[Collected data]
━━━━━━

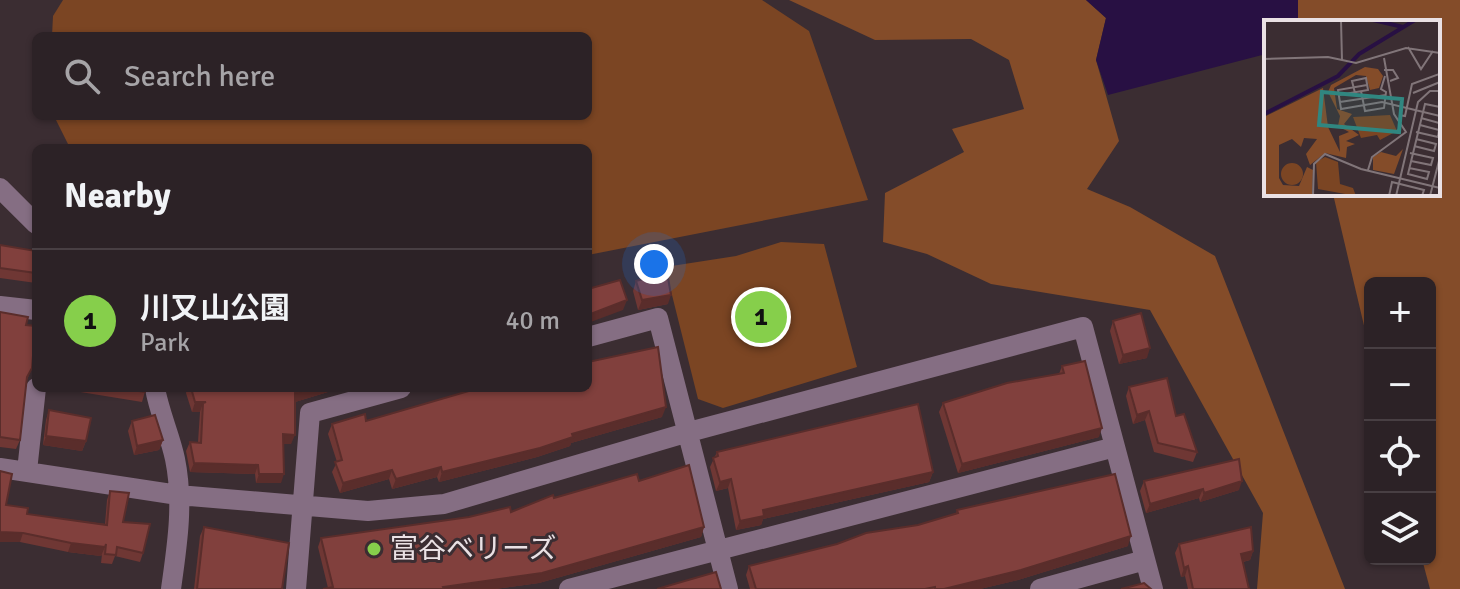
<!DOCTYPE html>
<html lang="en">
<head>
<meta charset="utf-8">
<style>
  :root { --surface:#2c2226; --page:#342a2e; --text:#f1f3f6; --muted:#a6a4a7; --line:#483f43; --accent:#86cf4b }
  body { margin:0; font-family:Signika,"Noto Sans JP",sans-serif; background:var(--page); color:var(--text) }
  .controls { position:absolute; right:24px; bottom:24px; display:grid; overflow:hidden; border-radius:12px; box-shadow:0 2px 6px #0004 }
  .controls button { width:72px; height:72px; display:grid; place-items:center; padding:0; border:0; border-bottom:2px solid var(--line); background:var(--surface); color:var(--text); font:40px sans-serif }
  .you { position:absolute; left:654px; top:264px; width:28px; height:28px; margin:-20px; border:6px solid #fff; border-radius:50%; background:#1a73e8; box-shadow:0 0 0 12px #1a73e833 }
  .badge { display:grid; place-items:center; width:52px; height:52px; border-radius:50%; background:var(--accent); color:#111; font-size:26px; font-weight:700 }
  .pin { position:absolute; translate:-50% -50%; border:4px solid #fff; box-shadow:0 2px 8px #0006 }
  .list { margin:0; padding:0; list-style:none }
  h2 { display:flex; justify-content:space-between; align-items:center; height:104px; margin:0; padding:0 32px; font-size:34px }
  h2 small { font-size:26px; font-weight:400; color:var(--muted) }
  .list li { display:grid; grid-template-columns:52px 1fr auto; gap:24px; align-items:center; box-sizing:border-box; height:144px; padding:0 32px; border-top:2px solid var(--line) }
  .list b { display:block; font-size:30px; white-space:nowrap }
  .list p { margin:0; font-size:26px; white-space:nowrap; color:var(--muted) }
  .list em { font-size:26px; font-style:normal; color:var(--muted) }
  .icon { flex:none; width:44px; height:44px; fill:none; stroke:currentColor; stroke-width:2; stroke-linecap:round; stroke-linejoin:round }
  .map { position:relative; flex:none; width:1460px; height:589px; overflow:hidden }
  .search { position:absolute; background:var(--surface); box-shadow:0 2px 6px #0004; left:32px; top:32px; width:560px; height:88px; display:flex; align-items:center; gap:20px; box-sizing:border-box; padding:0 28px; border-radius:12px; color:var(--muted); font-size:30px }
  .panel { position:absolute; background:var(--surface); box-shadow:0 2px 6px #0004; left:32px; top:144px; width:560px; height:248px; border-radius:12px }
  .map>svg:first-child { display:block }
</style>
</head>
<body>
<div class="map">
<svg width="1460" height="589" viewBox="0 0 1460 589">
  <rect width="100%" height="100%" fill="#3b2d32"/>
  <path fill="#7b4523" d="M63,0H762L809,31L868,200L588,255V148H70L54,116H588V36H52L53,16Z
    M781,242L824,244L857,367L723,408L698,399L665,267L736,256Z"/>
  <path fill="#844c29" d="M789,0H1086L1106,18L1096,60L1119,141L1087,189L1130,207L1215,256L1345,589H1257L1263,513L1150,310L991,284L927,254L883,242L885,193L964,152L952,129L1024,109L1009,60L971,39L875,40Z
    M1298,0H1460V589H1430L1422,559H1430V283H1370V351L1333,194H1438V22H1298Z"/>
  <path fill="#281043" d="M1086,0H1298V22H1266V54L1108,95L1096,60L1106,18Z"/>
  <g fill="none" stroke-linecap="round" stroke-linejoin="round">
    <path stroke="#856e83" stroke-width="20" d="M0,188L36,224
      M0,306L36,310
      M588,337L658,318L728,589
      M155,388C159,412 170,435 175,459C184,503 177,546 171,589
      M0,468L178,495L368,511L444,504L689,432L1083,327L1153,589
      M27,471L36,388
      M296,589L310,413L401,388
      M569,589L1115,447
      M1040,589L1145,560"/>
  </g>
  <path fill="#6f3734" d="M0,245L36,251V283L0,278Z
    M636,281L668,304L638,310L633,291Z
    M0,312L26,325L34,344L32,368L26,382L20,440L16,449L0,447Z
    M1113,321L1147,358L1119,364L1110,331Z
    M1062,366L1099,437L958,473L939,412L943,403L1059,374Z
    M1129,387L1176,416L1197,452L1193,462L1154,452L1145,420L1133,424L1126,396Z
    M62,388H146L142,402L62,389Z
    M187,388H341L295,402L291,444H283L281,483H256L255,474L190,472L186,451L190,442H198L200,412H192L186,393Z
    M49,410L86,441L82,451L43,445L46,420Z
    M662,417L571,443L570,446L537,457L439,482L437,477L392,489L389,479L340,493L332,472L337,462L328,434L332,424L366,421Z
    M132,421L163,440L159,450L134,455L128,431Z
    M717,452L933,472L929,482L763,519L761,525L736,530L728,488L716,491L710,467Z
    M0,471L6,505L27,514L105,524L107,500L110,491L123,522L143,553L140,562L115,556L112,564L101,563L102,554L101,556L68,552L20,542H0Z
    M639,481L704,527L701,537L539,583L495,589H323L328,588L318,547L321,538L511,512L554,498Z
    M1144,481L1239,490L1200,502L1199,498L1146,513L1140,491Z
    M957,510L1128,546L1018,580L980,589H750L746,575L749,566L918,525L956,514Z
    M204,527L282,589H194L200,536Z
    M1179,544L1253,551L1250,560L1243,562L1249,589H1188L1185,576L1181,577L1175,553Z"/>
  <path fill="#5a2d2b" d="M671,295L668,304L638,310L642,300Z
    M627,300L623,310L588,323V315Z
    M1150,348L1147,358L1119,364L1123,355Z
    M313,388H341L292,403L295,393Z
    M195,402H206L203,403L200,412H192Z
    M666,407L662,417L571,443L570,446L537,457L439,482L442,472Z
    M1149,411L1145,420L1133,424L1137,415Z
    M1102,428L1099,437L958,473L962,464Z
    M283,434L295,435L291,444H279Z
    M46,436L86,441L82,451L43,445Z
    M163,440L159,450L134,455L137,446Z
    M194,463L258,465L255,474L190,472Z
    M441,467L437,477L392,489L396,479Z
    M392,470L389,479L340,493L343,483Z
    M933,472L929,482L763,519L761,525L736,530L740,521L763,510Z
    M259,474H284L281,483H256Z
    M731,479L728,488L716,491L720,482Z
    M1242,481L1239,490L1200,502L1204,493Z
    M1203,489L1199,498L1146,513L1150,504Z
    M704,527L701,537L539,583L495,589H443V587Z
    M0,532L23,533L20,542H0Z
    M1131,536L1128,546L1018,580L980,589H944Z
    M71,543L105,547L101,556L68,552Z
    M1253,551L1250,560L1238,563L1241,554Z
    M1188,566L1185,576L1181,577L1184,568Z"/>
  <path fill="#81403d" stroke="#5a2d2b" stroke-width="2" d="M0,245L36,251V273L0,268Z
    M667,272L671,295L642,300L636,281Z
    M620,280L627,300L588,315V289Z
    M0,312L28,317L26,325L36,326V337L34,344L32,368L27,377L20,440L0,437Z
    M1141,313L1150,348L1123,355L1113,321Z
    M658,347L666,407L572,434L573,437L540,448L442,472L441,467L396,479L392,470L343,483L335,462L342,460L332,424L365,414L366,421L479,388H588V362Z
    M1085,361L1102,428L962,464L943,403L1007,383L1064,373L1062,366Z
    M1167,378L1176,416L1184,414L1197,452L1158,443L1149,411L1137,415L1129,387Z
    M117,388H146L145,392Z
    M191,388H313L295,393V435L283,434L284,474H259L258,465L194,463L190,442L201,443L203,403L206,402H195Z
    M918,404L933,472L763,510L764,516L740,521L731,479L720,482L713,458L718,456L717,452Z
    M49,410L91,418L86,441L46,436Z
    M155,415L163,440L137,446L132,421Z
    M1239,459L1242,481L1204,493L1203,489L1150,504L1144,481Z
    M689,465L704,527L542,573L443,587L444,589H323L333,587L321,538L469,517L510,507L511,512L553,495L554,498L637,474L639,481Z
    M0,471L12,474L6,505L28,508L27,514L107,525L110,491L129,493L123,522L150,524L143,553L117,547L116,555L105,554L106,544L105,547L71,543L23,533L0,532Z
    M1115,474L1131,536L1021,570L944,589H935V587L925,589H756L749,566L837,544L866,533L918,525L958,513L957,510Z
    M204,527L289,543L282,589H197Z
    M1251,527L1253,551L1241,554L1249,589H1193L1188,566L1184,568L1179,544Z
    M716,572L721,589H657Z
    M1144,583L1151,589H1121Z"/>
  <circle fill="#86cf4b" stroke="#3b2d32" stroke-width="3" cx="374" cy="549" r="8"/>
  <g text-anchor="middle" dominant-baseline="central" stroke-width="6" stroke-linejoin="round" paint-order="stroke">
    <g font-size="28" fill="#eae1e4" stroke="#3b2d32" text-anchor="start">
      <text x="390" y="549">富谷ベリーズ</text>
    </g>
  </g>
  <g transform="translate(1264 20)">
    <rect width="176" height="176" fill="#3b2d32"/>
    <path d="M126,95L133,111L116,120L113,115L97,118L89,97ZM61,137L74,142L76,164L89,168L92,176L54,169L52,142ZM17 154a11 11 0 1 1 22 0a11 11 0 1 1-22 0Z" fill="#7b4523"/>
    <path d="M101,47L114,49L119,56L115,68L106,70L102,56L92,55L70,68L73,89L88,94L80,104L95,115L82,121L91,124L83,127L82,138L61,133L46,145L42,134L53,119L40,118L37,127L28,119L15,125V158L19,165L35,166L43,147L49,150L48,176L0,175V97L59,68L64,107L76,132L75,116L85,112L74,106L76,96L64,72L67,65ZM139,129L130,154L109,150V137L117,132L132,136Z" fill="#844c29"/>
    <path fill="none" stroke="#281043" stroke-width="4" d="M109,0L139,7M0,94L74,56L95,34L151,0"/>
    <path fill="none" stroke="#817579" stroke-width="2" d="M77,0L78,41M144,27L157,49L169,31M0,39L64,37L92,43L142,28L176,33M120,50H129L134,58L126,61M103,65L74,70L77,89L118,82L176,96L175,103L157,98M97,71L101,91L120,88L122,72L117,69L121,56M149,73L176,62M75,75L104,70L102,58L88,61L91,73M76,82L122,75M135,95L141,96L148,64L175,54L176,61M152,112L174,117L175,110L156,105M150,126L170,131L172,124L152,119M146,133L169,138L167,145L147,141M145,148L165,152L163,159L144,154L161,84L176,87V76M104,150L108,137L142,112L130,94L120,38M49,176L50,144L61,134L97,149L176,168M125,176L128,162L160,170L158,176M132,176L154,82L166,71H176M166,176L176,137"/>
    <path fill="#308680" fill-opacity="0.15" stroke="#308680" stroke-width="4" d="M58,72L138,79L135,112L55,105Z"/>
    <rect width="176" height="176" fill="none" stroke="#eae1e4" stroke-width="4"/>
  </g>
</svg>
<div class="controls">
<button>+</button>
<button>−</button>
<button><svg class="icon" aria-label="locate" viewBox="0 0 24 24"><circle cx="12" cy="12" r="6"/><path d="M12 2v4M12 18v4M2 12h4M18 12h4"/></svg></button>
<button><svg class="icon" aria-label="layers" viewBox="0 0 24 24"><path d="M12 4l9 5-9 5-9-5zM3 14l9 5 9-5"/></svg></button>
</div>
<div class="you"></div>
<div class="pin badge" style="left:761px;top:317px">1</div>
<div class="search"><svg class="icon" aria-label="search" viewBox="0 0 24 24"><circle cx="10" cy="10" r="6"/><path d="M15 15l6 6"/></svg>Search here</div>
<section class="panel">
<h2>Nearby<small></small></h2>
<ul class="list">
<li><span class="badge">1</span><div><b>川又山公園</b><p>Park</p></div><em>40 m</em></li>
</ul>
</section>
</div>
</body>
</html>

━━━━━━

_ABOUT THIS EXERCISE_
Find every line above that contains the word "grid", and return each one.

_RESPONSE BOX_
  .controls { position:absolute; right:24px; bottom:24px; display:grid; overflow:hidden; border-radius:12px; box-shadow:0 2px 6px #0004 }
  .controls button { width:72px; height:72px; display:grid; place-items:center; padding:0; border:0; border-bottom:2px solid var(--line); background:var(--surface); color:var(--text); font:40px sans-serif }
  .badge { display:grid; place-items:center; width:52px; height:52px; border-radius:50%; background:var(--accent); color:#111; font-size:26px; font-weight:700 }
  .list li { display:grid; grid-template-columns:52px 1fr auto; gap:24px; align-items:center; box-sizing:border-box; height:144px; padding:0 32px; border-top:2px solid var(--line) }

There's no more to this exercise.